* **Items from a dataset**:
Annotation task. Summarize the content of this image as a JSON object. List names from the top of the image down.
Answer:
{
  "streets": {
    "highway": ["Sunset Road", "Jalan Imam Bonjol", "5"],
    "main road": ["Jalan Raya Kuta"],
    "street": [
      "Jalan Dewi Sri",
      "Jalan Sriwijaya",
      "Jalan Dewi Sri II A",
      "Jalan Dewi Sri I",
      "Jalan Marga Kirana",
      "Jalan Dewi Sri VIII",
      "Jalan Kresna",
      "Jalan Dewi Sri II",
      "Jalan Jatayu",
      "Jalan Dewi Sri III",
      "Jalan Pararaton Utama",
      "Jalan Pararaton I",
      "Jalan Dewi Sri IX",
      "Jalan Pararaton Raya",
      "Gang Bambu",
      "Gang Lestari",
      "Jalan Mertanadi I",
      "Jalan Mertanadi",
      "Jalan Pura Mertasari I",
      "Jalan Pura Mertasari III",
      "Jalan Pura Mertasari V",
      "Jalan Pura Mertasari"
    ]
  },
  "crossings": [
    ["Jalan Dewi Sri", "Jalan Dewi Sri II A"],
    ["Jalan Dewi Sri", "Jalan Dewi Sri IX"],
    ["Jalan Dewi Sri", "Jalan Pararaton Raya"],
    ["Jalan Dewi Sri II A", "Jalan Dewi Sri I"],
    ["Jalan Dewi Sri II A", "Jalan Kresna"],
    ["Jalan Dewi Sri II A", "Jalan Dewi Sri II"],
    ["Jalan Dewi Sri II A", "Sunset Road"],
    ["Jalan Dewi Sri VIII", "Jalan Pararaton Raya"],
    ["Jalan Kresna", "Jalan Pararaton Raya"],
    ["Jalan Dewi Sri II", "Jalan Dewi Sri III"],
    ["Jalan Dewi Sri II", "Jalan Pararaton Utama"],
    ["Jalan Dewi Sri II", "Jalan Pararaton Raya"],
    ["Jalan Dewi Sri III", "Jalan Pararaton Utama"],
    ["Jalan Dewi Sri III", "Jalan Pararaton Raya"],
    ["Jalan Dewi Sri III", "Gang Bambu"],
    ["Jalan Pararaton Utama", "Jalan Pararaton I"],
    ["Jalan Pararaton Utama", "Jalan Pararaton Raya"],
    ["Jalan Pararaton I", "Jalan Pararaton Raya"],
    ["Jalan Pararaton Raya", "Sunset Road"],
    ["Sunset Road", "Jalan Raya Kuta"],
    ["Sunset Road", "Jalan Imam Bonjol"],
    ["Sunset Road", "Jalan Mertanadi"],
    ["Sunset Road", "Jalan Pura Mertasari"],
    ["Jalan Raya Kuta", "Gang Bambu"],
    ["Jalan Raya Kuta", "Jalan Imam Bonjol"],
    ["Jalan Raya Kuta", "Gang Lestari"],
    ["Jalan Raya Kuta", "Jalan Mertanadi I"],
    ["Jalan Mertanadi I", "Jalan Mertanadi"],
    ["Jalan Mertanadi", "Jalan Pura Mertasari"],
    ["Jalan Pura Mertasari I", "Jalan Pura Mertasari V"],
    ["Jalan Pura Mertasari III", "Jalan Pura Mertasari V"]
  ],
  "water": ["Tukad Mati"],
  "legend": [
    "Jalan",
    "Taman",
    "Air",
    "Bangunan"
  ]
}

* **YOUR GOAL**: Write out all the data exactly.

* **SOLUTION TO THE PROBLEM**:
Annotation task. Summarize the content of this image as a JSON object. List names from the top of the image down.
Answer:
{
  "streets": {
    "highway": ["Sunset Road", "Jalan Imam Bonjol", "5"],
    "main road": ["Jalan Raya Kuta"],
    "street": [
      "Jalan Dewi Sri",
      "Jalan Sriwijaya",
      "Jalan Dewi Sri II A",
      "Jalan Dewi Sri I",
      "Jalan Marga Kirana",
      "Jalan Dewi Sri VIII",
      "Jalan Kresna",
      "Jalan Dewi Sri II",
      "Jalan Jatayu",
      "Jalan Dewi Sri III",
      "Jalan Pararaton Utama",
      "Jalan Pararaton I",
      "Jalan Dewi Sri IX",
      "Jalan Pararaton Raya",
      "Gang Bambu",
      "Gang Lestari",
      "Jalan Mertanadi I",
      "Jalan Mertanadi",
      "Jalan Pura Mertasari I",
      "Jalan Pura Mertasari III",
      "Jalan Pura Mertasari V",
      "Jalan Pura Mertasari"
    ]
  },
  "crossings": [
    ["Jalan Dewi Sri", "Jalan Dewi Sri II A"],
    ["Jalan Dewi Sri", "Jalan Dewi Sri IX"],
    ["Jalan Dewi Sri", "Jalan Pararaton Raya"],
    ["Jalan Dewi Sri II A", "Jalan Dewi Sri I"],
    ["Jalan Dewi Sri II A", "Jalan Kresna"],
    ["Jalan Dewi Sri II A", "Jalan Dewi Sri II"],
    ["Jalan Dewi Sri II A", "Sunset Road"],
    ["Jalan Dewi Sri VIII", "Jalan Pararaton Raya"],
    ["Jalan Kresna", "Jalan Pararaton Raya"],
    ["Jalan Dewi Sri II", "Jalan Dewi Sri III"],
    ["Jalan Dewi Sri II", "Jalan Pararaton Utama"],
    ["Jalan Dewi Sri II", "Jalan Pararaton Raya"],
    ["Jalan Dewi Sri III", "Jalan Pararaton Utama"],
    ["Jalan Dewi Sri III", "Jalan Pararaton Raya"],
    ["Jalan Dewi Sri III", "Gang Bambu"],
    ["Jalan Pararaton Utama", "Jalan Pararaton I"],
    ["Jalan Pararaton Utama", "Jalan Pararaton Raya"],
    ["Jalan Pararaton I", "Jalan Pararaton Raya"],
    ["Jalan Pararaton Raya", "Sunset Road"],
    ["Sunset Road", "Jalan Raya Kuta"],
    ["Sunset Road", "Jalan Imam Bonjol"],
    ["Sunset Road", "Jalan Mertanadi"],
    ["Sunset Road", "Jalan Pura Mertasari"],
    ["Jalan Raya Kuta", "Gang Bambu"],
    ["Jalan Raya Kuta", "Jalan Imam Bonjol"],
    ["Jalan Raya Kuta", "Gang Lestari"],
    ["Jalan Raya Kuta", "Jalan Mertanadi I"],
    ["Jalan Mertanadi I", "Jalan Mertanadi"],
    ["Jalan Mertanadi", "Jalan Pura Mertasari"],
    ["Jalan Pura Mertasari I", "Jalan Pura Mertasari V"],
    ["Jalan Pura Mertasari III", "Jalan Pura Mertasari V"]
  ],
  "water": ["Tukad Mati"],
  "legend": [
    "Jalan",
    "Taman",
    "Air",
    "Bangunan"
  ]
}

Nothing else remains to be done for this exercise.